## SUPPLIED MATERIAL

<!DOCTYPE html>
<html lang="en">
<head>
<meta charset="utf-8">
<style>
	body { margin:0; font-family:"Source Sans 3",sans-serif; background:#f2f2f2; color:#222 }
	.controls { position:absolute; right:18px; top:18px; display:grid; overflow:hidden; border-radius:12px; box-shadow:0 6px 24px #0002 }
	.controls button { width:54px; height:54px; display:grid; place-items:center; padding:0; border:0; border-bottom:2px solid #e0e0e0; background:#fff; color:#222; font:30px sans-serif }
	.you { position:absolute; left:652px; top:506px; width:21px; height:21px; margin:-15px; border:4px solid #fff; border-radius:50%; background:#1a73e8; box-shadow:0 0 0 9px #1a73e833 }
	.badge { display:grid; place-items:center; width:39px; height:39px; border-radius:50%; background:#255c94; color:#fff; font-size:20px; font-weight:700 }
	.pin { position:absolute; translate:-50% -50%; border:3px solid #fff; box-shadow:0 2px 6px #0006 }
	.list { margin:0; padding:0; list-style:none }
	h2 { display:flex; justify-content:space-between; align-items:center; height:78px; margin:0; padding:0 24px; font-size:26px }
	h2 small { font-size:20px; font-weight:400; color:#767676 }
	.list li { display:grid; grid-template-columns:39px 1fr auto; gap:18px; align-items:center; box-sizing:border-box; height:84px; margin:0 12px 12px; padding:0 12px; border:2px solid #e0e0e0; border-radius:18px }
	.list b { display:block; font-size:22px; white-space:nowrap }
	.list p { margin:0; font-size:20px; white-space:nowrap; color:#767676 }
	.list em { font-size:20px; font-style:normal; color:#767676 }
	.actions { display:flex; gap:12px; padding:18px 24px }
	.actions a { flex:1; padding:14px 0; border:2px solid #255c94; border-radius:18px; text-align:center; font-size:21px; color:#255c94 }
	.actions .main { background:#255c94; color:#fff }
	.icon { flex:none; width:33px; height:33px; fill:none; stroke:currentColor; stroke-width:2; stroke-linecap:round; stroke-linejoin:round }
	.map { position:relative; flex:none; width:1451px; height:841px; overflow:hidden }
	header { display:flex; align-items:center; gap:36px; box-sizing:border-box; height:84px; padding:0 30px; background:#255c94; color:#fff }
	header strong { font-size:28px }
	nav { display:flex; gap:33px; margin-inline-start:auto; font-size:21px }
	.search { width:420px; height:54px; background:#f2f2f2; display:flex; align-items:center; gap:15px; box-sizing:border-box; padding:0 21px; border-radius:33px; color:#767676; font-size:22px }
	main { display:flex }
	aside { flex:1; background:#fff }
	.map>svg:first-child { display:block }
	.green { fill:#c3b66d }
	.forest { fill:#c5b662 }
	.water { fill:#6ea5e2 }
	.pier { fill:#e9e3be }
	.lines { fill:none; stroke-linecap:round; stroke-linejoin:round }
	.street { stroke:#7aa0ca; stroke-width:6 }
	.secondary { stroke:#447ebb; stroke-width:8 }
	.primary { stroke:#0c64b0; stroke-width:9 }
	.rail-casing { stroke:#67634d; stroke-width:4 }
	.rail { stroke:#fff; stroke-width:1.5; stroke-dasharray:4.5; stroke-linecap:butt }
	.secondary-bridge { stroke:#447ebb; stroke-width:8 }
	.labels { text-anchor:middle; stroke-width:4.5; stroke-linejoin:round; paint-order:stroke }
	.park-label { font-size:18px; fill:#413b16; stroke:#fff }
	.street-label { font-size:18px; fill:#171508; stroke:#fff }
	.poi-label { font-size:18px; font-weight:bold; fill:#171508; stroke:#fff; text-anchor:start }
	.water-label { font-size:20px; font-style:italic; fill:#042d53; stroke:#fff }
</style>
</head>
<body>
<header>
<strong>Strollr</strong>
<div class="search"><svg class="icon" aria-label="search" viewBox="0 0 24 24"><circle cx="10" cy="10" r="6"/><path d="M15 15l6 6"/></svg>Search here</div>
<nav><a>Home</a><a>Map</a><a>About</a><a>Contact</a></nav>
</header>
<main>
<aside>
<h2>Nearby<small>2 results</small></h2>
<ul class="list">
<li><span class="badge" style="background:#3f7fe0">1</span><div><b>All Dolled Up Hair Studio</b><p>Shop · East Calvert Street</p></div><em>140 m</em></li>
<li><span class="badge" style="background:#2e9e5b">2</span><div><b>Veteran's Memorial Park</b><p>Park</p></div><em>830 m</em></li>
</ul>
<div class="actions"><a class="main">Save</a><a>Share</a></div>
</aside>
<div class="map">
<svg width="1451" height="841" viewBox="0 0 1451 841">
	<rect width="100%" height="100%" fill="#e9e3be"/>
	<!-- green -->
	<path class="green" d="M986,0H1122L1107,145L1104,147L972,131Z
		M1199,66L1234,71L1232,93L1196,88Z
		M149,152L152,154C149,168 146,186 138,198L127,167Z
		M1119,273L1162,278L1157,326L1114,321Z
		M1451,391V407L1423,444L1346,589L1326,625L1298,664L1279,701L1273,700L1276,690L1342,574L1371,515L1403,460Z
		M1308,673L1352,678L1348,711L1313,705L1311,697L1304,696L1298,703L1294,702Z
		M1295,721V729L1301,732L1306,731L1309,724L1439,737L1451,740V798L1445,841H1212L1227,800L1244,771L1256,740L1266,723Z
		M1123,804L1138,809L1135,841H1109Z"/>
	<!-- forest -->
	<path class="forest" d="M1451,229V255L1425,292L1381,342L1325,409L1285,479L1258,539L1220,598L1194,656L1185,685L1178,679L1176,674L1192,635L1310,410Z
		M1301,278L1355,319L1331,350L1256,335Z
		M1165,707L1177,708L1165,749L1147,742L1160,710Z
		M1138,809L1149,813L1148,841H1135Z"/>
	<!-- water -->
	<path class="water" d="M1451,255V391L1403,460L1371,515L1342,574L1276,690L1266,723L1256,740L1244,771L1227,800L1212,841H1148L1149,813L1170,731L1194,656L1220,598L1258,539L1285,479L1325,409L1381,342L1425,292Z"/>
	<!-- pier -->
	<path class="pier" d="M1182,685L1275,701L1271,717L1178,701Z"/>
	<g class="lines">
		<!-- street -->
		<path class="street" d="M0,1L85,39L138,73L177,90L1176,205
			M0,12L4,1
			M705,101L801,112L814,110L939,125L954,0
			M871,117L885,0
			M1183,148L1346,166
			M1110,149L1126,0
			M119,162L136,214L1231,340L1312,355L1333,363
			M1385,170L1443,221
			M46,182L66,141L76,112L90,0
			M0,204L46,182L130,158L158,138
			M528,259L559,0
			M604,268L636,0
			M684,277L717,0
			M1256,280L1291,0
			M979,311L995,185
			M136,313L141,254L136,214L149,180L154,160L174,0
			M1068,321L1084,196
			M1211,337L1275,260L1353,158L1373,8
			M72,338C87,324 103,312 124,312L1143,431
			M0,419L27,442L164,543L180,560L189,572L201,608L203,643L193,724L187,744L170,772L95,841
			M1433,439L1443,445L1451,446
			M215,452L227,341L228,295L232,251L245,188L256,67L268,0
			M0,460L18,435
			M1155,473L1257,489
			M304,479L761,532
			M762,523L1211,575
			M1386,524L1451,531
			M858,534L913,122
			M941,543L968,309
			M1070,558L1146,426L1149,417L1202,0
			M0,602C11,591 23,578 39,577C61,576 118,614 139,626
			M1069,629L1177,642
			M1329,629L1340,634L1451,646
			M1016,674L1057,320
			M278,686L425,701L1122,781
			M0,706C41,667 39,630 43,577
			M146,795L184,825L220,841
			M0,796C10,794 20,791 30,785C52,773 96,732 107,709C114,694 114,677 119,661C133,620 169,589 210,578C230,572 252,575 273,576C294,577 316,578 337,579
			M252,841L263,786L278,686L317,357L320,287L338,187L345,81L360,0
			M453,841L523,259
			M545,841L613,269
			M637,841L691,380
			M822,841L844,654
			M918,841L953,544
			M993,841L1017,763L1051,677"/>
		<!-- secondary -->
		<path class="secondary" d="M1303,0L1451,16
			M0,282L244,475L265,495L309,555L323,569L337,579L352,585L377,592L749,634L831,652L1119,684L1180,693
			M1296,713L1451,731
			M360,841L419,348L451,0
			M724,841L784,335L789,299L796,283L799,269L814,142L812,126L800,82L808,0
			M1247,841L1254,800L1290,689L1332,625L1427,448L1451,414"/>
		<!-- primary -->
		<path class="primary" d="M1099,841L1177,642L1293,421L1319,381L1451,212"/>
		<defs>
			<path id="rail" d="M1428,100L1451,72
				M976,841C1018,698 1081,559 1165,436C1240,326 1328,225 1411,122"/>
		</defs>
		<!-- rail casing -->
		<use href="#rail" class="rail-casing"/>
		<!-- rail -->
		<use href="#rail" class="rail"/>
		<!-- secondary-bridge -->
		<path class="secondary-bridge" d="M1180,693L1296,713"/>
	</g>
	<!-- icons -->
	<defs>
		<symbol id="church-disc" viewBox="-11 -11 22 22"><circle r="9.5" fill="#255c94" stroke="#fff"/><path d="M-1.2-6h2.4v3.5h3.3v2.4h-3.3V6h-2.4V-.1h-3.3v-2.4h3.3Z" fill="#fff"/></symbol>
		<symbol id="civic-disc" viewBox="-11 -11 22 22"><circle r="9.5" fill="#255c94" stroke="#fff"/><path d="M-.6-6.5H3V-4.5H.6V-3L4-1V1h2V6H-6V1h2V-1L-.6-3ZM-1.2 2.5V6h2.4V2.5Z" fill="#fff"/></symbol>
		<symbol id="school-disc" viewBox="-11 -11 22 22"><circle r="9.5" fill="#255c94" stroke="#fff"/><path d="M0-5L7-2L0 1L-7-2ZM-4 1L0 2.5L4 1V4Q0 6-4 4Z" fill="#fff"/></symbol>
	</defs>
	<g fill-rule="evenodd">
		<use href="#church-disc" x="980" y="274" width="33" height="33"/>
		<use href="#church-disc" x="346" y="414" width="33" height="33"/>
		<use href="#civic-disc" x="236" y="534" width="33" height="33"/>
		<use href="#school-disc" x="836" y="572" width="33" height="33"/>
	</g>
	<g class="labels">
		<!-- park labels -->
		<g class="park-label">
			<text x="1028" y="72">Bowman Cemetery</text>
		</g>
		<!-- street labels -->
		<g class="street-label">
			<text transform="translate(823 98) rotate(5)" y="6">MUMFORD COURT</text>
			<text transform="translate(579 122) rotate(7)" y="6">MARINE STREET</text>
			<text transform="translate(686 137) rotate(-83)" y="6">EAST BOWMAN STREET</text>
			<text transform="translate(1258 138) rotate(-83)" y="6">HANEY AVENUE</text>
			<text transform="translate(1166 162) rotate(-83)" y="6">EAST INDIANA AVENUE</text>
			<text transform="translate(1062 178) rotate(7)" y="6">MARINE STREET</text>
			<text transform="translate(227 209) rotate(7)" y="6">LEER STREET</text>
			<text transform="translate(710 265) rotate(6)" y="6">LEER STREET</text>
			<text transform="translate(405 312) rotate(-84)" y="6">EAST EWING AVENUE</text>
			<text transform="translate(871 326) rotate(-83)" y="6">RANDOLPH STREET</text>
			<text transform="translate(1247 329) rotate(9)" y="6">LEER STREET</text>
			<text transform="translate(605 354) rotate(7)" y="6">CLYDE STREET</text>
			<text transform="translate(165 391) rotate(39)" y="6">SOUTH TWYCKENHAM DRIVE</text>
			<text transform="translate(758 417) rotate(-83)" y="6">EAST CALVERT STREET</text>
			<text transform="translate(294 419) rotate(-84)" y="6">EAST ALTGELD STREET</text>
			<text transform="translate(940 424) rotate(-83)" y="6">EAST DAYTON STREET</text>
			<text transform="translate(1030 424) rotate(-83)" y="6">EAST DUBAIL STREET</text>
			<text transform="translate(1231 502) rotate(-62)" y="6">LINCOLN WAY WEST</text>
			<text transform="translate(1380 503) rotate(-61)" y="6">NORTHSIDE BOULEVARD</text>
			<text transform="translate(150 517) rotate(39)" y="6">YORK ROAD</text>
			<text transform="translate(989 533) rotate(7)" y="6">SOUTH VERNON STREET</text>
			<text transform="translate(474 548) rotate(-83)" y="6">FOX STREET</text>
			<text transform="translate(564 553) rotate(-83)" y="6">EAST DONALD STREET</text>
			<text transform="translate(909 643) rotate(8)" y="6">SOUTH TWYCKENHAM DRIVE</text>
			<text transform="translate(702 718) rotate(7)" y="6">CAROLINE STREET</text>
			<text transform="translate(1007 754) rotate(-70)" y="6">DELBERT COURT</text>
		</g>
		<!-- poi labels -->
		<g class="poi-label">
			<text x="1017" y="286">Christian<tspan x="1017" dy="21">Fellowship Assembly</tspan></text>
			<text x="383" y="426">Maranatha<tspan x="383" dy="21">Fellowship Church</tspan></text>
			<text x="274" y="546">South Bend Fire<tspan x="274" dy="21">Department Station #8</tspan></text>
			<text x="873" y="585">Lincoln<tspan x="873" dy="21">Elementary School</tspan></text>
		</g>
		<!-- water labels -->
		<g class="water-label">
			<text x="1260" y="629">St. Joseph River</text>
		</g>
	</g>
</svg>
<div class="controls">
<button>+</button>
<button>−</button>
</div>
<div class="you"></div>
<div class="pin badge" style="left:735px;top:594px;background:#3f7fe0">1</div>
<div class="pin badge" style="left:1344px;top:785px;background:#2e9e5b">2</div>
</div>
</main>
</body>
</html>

## WHAT IS REQUIRED
Up to and including the line that contains "position:absolute; left:652px; top:506px;", restate word for word every line of the entries, starting from the first.

## SOLUTION FOR THIS EXERCISE
<!DOCTYPE html>
<html lang="en">
<head>
<meta charset="utf-8">
<style>
	body { margin:0; font-family:"Source Sans 3",sans-serif; background:#f2f2f2; color:#222 }
	.controls { position:absolute; right:18px; top:18px; display:grid; overflow:hidden; border-radius:12px; box-shadow:0 6px 24px #0002 }
	.controls button { width:54px; height:54px; display:grid; place-items:center; padding:0; border:0; border-bottom:2px solid #e0e0e0; background:#fff; color:#222; font:30px sans-serif }
	.you { position:absolute; left:652px; top:506px; width:21px; height:21px; margin:-15px; border:4px solid #fff; border-radius:50%; background:#1a73e8; box-shadow:0 0 0 9px #1a73e833 }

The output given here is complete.